→ Task to carry out: Print each entry below precisely as it reads.
= = = = = = =
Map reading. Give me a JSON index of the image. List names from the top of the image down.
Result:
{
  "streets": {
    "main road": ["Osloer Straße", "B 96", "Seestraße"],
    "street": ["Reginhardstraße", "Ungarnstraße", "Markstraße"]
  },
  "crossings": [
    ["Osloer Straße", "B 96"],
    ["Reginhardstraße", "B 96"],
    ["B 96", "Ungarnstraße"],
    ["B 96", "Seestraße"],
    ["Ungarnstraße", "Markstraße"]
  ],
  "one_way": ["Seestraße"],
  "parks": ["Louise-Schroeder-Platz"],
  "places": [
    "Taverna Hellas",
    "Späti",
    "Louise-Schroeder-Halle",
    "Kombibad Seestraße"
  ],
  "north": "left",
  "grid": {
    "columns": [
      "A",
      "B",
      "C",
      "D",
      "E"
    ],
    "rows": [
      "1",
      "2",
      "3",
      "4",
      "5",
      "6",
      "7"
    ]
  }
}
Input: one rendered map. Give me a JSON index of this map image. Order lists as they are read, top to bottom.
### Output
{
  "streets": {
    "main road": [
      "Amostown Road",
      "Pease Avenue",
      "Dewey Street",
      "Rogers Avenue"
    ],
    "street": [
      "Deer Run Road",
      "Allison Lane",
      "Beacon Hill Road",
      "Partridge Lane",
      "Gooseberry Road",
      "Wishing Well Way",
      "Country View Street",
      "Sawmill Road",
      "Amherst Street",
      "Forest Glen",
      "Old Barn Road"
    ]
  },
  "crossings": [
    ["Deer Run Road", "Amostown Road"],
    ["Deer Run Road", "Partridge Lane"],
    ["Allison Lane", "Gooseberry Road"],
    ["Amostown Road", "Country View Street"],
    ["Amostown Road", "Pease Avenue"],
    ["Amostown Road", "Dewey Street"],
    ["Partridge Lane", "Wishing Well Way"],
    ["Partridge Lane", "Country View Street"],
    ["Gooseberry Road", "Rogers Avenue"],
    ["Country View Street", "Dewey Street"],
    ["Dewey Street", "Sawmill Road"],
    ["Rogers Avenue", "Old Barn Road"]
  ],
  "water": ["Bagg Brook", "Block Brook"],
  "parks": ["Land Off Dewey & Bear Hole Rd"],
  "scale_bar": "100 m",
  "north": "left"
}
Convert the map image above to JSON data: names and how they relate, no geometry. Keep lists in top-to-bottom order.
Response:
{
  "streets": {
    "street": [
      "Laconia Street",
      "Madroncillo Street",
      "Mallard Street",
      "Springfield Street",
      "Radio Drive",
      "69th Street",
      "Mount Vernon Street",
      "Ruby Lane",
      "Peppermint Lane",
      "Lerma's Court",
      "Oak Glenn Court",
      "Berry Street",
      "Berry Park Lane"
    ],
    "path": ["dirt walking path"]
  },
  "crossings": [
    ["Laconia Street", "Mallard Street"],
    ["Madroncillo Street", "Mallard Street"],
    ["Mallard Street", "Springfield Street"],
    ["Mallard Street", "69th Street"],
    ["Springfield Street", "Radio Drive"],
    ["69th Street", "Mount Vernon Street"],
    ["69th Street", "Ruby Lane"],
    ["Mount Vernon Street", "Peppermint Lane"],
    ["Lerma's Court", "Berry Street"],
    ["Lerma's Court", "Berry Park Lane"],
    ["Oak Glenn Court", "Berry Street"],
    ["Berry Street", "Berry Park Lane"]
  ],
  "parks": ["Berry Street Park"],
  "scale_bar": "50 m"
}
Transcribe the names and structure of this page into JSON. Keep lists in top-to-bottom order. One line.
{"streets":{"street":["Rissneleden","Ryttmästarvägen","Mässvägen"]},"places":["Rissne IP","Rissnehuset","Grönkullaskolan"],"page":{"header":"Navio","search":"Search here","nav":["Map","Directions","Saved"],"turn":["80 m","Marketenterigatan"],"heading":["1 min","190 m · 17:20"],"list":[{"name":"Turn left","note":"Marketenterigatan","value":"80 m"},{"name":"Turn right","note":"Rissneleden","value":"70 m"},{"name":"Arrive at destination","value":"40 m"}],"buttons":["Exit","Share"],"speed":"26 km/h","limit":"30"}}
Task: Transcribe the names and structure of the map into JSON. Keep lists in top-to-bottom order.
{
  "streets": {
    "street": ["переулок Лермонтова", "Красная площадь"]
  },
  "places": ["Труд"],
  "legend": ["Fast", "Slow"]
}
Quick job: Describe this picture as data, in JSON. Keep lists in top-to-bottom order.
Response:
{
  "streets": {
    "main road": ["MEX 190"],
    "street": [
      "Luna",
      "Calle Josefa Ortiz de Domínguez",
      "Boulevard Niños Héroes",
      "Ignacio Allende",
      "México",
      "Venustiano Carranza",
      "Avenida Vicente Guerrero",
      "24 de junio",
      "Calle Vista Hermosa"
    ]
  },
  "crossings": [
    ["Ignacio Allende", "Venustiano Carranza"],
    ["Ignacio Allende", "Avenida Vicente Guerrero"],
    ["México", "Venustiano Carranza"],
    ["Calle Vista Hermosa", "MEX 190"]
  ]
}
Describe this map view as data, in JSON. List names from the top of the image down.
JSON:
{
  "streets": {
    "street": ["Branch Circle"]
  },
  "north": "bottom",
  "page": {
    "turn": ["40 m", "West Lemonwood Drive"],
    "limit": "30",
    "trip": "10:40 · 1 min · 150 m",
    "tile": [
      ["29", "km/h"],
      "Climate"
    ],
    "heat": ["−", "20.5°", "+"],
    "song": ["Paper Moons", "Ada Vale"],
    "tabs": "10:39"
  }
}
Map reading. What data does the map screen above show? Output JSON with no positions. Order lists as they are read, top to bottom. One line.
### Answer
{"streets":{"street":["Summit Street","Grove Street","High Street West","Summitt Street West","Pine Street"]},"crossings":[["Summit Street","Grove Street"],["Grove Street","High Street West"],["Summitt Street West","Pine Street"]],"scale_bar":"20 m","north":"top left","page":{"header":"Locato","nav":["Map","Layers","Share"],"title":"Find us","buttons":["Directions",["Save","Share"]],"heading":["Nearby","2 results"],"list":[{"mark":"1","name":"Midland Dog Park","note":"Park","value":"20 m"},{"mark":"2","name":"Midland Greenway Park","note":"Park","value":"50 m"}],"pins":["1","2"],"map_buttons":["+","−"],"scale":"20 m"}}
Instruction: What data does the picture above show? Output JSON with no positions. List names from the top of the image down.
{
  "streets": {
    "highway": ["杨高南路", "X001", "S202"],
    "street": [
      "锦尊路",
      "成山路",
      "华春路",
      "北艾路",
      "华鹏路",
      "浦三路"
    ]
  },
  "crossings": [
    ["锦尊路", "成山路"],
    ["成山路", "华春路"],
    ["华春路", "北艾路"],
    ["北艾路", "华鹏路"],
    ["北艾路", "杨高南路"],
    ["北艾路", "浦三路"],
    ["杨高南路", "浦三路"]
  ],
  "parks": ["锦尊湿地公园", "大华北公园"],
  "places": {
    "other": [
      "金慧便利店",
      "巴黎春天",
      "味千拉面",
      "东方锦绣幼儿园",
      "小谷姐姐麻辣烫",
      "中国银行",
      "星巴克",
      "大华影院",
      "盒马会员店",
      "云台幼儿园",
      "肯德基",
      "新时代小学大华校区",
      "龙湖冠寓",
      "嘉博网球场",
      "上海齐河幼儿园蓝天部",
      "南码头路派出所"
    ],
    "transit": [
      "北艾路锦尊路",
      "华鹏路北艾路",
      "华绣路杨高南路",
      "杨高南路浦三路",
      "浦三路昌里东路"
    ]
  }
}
= = = = = = =
→ Output below:
Map reading. Give me a JSON index of the image. List names from the top of the image down.
Result:
{
  "streets": {
    "main road": ["Osloer Straße", "B 96", "Seestraße"],
    "street": ["Reginhardstraße", "Ungarnstraße", "Markstraße"]
  },
  "crossings": [
    ["Osloer Straße", "B 96"],
    ["Reginhardstraße", "B 96"],
    ["B 96", "Ungarnstraße"],
    ["B 96", "Seestraße"],
    ["Ungarnstraße", "Markstraße"]
  ],
  "one_way": ["Seestraße"],
  "parks": ["Louise-Schroeder-Platz"],
  "places": [
    "Taverna Hellas",
    "Späti",
    "Louise-Schroeder-Halle",
    "Kombibad Seestraße"
  ],
  "north": "left",
  "grid": {
    "columns": [
      "A",
      "B",
      "C",
      "D",
      "E"
    ],
    "rows": [
      "1",
      "2",
      "3",
      "4",
      "5",
      "6",
      "7"
    ]
  }
}
Input: one rendered map. Give me a JSON index of this map image. Order lists as they are read, top to bottom.
### Output
{
  "streets": {
    "main road": [
      "Amostown Road",
      "Pease Avenue",
      "Dewey Street",
      "Rogers Avenue"
    ],
    "street": [
      "Deer Run Road",
      "Allison Lane",
      "Beacon Hill Road",
      "Partridge Lane",
      "Gooseberry Road",
      "Wishing Well Way",
      "Country View Street",
      "Sawmill Road",
      "Amherst Street",
      "Forest Glen",
      "Old Barn Road"
    ]
  },
  "crossings": [
    ["Deer Run Road", "Amostown Road"],
    ["Deer Run Road", "Partridge Lane"],
    ["Allison Lane", "Gooseberry Road"],
    ["Amostown Road", "Country View Street"],
    ["Amostown Road", "Pease Avenue"],
    ["Amostown Road", "Dewey Street"],
    ["Partridge Lane", "Wishing Well Way"],
    ["Partridge Lane", "Country View Street"],
    ["Gooseberry Road", "Rogers Avenue"],
    ["Country View Street", "Dewey Street"],
    ["Dewey Street", "Sawmill Road"],
    ["Rogers Avenue", "Old Barn Road"]
  ],
  "water": ["Bagg Brook", "Block Brook"],
  "parks": ["Land Off Dewey & Bear Hole Rd"],
  "scale_bar": "100 m",
  "north": "left"
}
Convert the map image above to JSON data: names and how they relate, no geometry. Keep lists in top-to-bottom order.
Response:
{
  "streets": {
    "street": [
      "Laconia Street",
      "Madroncillo Street",
      "Mallard Street",
      "Springfield Street",
      "Radio Drive",
      "69th Street",
      "Mount Vernon Street",
      "Ruby Lane",
      "Peppermint Lane",
      "Lerma's Court",
      "Oak Glenn Court",
      "Berry Street",
      "Berry Park Lane"
    ],
    "path": ["dirt walking path"]
  },
  "crossings": [
    ["Laconia Street", "Mallard Street"],
    ["Madroncillo Street", "Mallard Street"],
    ["Mallard Street", "Springfield Street"],
    ["Mallard Street", "69th Street"],
    ["Springfield Street", "Radio Drive"],
    ["69th Street", "Mount Vernon Street"],
    ["69th Street", "Ruby Lane"],
    ["Mount Vernon Street", "Peppermint Lane"],
    ["Lerma's Court", "Berry Street"],
    ["Lerma's Court", "Berry Park Lane"],
    ["Oak Glenn Court", "Berry Street"],
    ["Berry Street", "Berry Park Lane"]
  ],
  "parks": ["Berry Street Park"],
  "scale_bar": "50 m"
}
Transcribe the names and structure of this page into JSON. Keep lists in top-to-bottom order. One line.
{"streets":{"street":["Rissneleden","Ryttmästarvägen","Mässvägen"]},"places":["Rissne IP","Rissnehuset","Grönkullaskolan"],"page":{"header":"Navio","search":"Search here","nav":["Map","Directions","Saved"],"turn":["80 m","Marketenterigatan"],"heading":["1 min","190 m · 17:20"],"list":[{"name":"Turn left","note":"Marketenterigatan","value":"80 m"},{"name":"Turn right","note":"Rissneleden","value":"70 m"},{"name":"Arrive at destination","value":"40 m"}],"buttons":["Exit","Share"],"speed":"26 km/h","limit":"30"}}
Task: Transcribe the names and structure of the map into JSON. Keep lists in top-to-bottom order.
{
  "streets": {
    "street": ["переулок Лермонтова", "Красная площадь"]
  },
  "places": ["Труд"],
  "legend": ["Fast", "Slow"]
}
Quick job: Describe this picture as data, in JSON. Keep lists in top-to-bottom order.
Response:
{
  "streets": {
    "main road": ["MEX 190"],
    "street": [
      "Luna",
      "Calle Josefa Ortiz de Domínguez",
      "Boulevard Niños Héroes",
      "Ignacio Allende",
      "México",
      "Venustiano Carranza",
      "Avenida Vicente Guerrero",
      "24 de junio",
      "Calle Vista Hermosa"
    ]
  },
  "crossings": [
    ["Ignacio Allende", "Venustiano Carranza"],
    ["Ignacio Allende", "Avenida Vicente Guerrero"],
    ["México", "Venustiano Carranza"],
    ["Calle Vista Hermosa", "MEX 190"]
  ]
}
Describe this map view as data, in JSON. List names from the top of the image down.
JSON:
{
  "streets": {
    "street": ["Branch Circle"]
  },
  "north": "bottom",
  "page": {
    "turn": ["40 m", "West Lemonwood Drive"],
    "limit": "30",
    "trip": "10:40 · 1 min · 150 m",
    "tile": [
      ["29", "km/h"],
      "Climate"
    ],
    "heat": ["−", "20.5°", "+"],
    "song": ["Paper Moons", "Ada Vale"],
    "tabs": "10:39"
  }
}
Map reading. What data does the map screen above show? Output JSON with no positions. Order lists as they are read, top to bottom. One line.
### Answer
{"streets":{"street":["Summit Street","Grove Street","High Street West","Summitt Street West","Pine Street"]},"crossings":[["Summit Street","Grove Street"],["Grove Street","High Street West"],["Summitt Street West","Pine Street"]],"scale_bar":"20 m","north":"top left","page":{"header":"Locato","nav":["Map","Layers","Share"],"title":"Find us","buttons":["Directions",["Save","Share"]],"heading":["Nearby","2 results"],"list":[{"mark":"1","name":"Midland Dog Park","note":"Park","value":"20 m"},{"mark":"2","name":"Midland Greenway Park","note":"Park","value":"50 m"}],"pins":["1","2"],"map_buttons":["+","−"],"scale":"20 m"}}
Instruction: What data does the picture above show? Output JSON with no positions. List names from the top of the image down.
{
  "streets": {
    "highway": ["杨高南路", "X001", "S202"],
    "street": [
      "锦尊路",
      "成山路",
      "华春路",
      "北艾路",
      "华鹏路",
      "浦三路"
    ]
  },
  "crossings": [
    ["锦尊路", "成山路"],
    ["成山路", "华春路"],
    ["华春路", "北艾路"],
    ["北艾路", "华鹏路"],
    ["北艾路", "杨高南路"],
    ["北艾路", "浦三路"],
    ["杨高南路", "浦三路"]
  ],
  "parks": ["锦尊湿地公园", "大华北公园"],
  "places": {
    "other": [
      "金慧便利店",
      "巴黎春天",
      "味千拉面",
      "东方锦绣幼儿园",
      "小谷姐姐麻辣烫",
      "中国银行",
      "星巴克",
      "大华影院",
      "盒马会员店",
      "云台幼儿园",
      "肯德基",
      "新时代小学大华校区",
      "龙湖冠寓",
      "嘉博网球场",
      "上海齐河幼儿园蓝天部",
      "南码头路派出所"
    ],
    "transit": [
      "北艾路锦尊路",
      "华鹏路北艾路",
      "华绣路杨高南路",
      "杨高南路浦三路",
      "浦三路昌里东路"
    ]
  }
}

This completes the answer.